1.1 The Company agrees to provide and the Client agrees to engage the services of the Company on the terms and conditions set out in this agreement (“Agreement”).
1.2 These terms and conditions constitute the contract between the Parties and are deemed to be accepted by the Client upon the Client’s instruction or continuing instruction (by whatever means) to the Company following the Client’s receipt of this Agreement, including but not limited to the earlier of: (i) the Client’s request that the Company Introduce Candidates or the Client’s instruction to the Company to commence a Search Assignment; (ii) the Introduction of a Candidate; (iii) the Client’s offer of an interview to a Candidate; (iv) the Client’s interview of a Candidate (whether in person or telephone or otherwise); (v) the Client’s continuing instructions (by whatever means) in relation to a Candidate; (vi) any contact between the Client and a Candidate; (vii) the Placement of a Candidate; or (vii) a Third Party Introduction.
1.3 This Agreement shall prevail over any other terms of business or purchase conditions put forward by the Client. Conditions of the Client diverging from the terms and conditions in this Agreement shall not be valid even if the Company rendered services to the Client without reservation.
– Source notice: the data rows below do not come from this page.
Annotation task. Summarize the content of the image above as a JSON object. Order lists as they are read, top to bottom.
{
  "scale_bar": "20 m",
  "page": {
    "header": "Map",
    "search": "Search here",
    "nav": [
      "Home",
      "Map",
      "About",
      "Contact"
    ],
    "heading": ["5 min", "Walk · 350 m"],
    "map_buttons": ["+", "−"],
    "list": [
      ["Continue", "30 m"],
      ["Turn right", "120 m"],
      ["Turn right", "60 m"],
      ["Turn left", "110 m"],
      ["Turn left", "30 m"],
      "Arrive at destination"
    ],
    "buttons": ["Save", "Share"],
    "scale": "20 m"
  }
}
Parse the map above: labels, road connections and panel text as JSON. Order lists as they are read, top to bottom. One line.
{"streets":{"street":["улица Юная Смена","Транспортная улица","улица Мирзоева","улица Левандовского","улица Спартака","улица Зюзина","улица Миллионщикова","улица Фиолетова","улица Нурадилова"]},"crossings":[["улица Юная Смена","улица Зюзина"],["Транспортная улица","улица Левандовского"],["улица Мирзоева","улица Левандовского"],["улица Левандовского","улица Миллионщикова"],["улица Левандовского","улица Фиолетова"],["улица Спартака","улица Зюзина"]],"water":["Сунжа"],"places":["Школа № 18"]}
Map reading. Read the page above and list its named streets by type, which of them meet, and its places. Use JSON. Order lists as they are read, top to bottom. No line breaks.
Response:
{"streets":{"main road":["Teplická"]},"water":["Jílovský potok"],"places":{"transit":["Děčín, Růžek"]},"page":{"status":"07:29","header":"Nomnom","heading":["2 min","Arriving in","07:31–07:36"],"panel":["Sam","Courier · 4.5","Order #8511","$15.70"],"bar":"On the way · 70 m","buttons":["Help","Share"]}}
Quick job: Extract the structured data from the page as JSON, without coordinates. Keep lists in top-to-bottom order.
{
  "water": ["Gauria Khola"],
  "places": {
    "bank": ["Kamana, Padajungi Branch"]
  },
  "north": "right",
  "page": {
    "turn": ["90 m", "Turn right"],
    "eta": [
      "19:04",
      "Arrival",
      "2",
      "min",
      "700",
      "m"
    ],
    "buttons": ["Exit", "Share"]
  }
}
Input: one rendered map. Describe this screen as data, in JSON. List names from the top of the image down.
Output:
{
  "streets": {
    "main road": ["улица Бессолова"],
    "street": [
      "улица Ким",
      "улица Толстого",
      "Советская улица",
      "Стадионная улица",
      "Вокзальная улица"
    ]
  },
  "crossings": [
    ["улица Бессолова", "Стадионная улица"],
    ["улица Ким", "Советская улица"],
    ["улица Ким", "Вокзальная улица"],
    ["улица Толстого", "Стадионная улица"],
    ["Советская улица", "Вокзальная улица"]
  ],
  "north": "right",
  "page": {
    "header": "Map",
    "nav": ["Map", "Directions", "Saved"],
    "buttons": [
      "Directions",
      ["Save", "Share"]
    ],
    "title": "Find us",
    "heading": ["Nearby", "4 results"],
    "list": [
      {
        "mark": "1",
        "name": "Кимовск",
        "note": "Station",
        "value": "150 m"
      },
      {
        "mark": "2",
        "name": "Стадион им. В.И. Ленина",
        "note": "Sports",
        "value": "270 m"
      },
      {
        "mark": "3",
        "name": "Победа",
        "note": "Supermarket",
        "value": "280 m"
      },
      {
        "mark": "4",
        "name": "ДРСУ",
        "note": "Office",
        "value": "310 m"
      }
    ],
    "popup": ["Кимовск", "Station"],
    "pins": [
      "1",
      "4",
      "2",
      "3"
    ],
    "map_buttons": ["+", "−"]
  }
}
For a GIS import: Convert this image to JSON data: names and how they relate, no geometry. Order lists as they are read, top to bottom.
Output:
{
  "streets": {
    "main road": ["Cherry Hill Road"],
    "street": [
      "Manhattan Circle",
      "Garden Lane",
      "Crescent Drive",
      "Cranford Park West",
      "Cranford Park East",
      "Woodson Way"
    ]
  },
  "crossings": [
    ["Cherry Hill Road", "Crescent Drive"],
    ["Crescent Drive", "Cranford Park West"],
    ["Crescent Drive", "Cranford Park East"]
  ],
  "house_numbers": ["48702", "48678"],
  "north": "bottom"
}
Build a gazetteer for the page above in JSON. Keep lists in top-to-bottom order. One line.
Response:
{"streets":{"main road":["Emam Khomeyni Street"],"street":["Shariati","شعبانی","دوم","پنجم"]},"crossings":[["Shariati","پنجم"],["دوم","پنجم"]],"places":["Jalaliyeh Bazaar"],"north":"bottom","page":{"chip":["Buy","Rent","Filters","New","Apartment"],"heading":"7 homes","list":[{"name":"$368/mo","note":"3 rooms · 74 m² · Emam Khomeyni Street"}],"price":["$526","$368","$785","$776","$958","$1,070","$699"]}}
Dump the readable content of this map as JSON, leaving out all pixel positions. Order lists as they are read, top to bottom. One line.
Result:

No variation to these terms and conditions shall be valid unless expressly agreed in writing by a Managing Director of the Company by setting out the variation and confirming that this Agreement has been amended.
1.4 These Terms apply whether or not the Candidate is Placed with the Client or Third Party for the same type of work or position as that for which the Introduction of the Candidate was originally effected.
In these terms these words shall have the following meanings:
“Assignment Letter” written confirmation (by whatever means) which, as appropriate, the Company will send to the Client, thereby initiating a Retained Search Assignment or Retained Exclusive Search Assignment pursuant to clause 6
“Candidate” an individual Introduced by the Company to the Client.
“Candidate’s Remuneration” includes but is not limited to the Candidate’s projected first year’s gross remuneration including but not limited to salary or drawings (as the case may be) the gross value of any profit share, commission, bonus (including sign-on or welcome bonus), overseas premiums, living/accommodation allowance, travel allowance and any other benefits or incentives (contractual or otherwise and whether guaranteed or not) reasonably estimated by the Company to be payable by the Client to the Candidate during the first year of the Placement or accrued during such first year (even if paid after such first year).
“Client” any person, firm, company or other organisation to which a Candidate is Introduced or to whom the Company’s services are provided pursuant to this Agreement.
“Company” Fox Rodney Search Limited (together with the Client, the “Parties”).
“Contingent Placement” Placement of the Candidate, not pursuant to a Search Assignment.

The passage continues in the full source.